“La cama te come”

María Alonso Martínez

Una frase muy simple. Cuatro palabras. Un determinante, un sustantivo, un pronombre y un verbo. Sí, una frase muy simple. Pero una frase que hace pensar.

¡Cómo nos gusta a todos el momento en que, después de un día agotador, nos metemos en la cama! O ese día en que no tienes que madrugar, te despiertas, miras el reloj y te das cuenta de que todavía puedes dormir un rato más; te arropas mejor y vuelves a dormirte. Cómo nos gusta dormir una siesta de 3 horas los días que podemos y cómo nos cuesta salir de la cama por la mañana.

Entonces, ¿por qué esa frase? ¿Por qué dijo eso un paciente ingresado durante más de dos meses en el Hospital de Fuenlabrada? La frase comienza a cobrar sentido una vez que se conoce la situación.

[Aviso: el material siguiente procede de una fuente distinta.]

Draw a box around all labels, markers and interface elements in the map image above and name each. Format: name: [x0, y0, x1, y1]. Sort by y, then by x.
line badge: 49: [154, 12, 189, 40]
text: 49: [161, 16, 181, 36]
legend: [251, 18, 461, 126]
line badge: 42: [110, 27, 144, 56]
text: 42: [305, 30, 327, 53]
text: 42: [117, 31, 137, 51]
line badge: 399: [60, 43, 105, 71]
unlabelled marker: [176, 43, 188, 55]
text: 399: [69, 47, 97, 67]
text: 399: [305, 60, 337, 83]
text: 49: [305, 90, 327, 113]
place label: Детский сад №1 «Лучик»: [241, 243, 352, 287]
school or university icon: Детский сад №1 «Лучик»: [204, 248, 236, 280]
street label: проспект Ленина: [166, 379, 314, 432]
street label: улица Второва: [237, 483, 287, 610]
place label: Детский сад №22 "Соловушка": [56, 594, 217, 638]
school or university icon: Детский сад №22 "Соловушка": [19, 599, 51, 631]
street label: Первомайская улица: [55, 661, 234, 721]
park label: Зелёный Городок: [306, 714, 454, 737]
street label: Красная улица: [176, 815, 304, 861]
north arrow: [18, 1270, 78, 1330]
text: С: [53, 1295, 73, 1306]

Los fisioterapeutas, cuando visitamos a los pacientes ingresados les recomendamos movimiento.Les decimos: haz así con los pies todas las veces que puedas, intenta levantarte cuanto antes, levanta los brazos, da unos pequeños pasitos por la habitación. Y esas pequeñas recomendaciones a veces se hacen un mundo para ellos. Pacientes que solo sueñan con levantarse de esa cama que se ha convertido en su prisionera, que sueñan con correr y respirar el aire de la calle y que saben que, por el momento, no pueden hacerlo.k5175413

Entonces, ¿qué tiene la cama, que hace que unos la adoren y otros la odien? Pues bien, todo depende de cuánto tiempo se esté en ella. Muchas veces se dice que siempre queremos lo que no tenemos. Cuando estamos todo el día de aquí para allá solo soñamos con el momento de meternos en la cama. Cuando solo podemos estar en la cama, sin duda, soñamos con salir de ella.

¿Qué tiene la cama? La cama es la causante del síndrome de inmovilidad, del que todos hemos oído hablar y que todos trabajamos por impedir. Este síndrome de inmovilidad se produce sobre todo en ancianos (aunque puede ocurrir a cualquier edad) como consecuencia de la inactividad prolongada y permanencia en cama, independientemente de la enfermedad que le haya llevado a ese estado. Se produce un descenso de la capacidad para desempeñar actividades de la vida diaria (AVD) por deterioro de las funciones motoras y tiene múltiples cambios y complicaciones.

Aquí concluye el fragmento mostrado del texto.